» Excerpted records:
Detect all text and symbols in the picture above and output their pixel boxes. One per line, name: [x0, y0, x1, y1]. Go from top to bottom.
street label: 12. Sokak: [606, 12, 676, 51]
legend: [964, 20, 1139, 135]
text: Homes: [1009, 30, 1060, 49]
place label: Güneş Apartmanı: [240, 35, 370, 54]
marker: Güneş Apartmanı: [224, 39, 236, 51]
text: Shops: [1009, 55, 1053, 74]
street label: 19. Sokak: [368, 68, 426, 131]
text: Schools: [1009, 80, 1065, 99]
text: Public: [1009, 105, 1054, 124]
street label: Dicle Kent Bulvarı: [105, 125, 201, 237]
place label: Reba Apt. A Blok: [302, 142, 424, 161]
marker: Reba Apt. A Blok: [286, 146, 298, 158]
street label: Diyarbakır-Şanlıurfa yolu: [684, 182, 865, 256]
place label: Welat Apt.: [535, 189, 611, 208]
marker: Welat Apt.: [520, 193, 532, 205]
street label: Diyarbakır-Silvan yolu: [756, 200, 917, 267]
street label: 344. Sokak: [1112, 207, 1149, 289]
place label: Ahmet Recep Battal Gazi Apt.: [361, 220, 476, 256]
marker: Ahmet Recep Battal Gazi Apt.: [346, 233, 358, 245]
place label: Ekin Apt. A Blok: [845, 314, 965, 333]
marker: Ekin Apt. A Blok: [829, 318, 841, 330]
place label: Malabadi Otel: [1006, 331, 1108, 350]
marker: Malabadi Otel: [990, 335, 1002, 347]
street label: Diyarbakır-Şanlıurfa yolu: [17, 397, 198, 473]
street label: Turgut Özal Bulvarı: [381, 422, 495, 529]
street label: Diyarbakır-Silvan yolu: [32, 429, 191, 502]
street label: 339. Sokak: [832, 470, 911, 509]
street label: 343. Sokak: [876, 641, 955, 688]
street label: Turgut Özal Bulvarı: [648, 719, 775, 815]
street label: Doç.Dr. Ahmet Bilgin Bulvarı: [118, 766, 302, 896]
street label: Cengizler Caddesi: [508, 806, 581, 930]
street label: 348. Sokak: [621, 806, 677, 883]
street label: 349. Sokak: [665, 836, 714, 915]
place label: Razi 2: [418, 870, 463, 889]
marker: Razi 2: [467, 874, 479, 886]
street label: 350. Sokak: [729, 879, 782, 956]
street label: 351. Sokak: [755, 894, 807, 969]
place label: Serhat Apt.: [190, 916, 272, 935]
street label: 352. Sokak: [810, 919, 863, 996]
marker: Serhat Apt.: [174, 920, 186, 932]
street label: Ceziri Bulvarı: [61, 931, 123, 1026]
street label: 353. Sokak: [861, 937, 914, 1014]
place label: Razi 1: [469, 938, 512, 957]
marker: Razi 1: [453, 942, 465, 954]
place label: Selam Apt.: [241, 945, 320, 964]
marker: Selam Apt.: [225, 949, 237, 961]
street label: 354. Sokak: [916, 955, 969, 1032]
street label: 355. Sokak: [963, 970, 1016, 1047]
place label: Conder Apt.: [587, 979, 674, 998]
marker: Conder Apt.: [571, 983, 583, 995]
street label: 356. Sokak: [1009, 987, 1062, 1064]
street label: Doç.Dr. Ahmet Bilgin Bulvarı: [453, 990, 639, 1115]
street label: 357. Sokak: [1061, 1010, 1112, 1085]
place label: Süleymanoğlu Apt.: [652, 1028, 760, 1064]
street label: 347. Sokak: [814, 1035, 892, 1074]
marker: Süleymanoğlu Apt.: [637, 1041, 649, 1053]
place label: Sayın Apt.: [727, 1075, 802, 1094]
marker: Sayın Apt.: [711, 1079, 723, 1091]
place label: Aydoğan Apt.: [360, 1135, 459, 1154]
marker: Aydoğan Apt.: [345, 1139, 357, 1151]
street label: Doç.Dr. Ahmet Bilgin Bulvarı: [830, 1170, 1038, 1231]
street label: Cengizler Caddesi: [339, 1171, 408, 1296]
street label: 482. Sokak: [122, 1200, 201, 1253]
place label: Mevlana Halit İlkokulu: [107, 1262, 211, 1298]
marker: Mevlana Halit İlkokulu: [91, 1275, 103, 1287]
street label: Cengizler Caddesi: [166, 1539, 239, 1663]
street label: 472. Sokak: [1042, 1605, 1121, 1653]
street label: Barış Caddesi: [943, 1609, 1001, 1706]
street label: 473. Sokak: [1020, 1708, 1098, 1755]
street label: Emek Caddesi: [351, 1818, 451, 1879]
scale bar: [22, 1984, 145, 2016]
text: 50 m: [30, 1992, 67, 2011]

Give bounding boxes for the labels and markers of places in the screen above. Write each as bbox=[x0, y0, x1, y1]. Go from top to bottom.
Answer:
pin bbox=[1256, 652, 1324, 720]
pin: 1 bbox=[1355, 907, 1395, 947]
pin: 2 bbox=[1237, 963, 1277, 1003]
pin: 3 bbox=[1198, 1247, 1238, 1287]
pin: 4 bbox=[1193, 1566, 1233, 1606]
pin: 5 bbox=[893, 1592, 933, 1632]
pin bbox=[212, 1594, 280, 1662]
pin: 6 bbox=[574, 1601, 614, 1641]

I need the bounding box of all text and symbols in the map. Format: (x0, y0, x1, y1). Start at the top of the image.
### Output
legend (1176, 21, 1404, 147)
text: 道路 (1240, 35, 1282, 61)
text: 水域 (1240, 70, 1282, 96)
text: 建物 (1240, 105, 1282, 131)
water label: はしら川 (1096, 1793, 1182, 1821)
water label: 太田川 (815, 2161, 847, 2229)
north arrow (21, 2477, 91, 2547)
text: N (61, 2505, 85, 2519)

» How to complete this task: Go over the entries above and say how many lines hold the string "Malabadi", with no other text.

» Exercise response: 2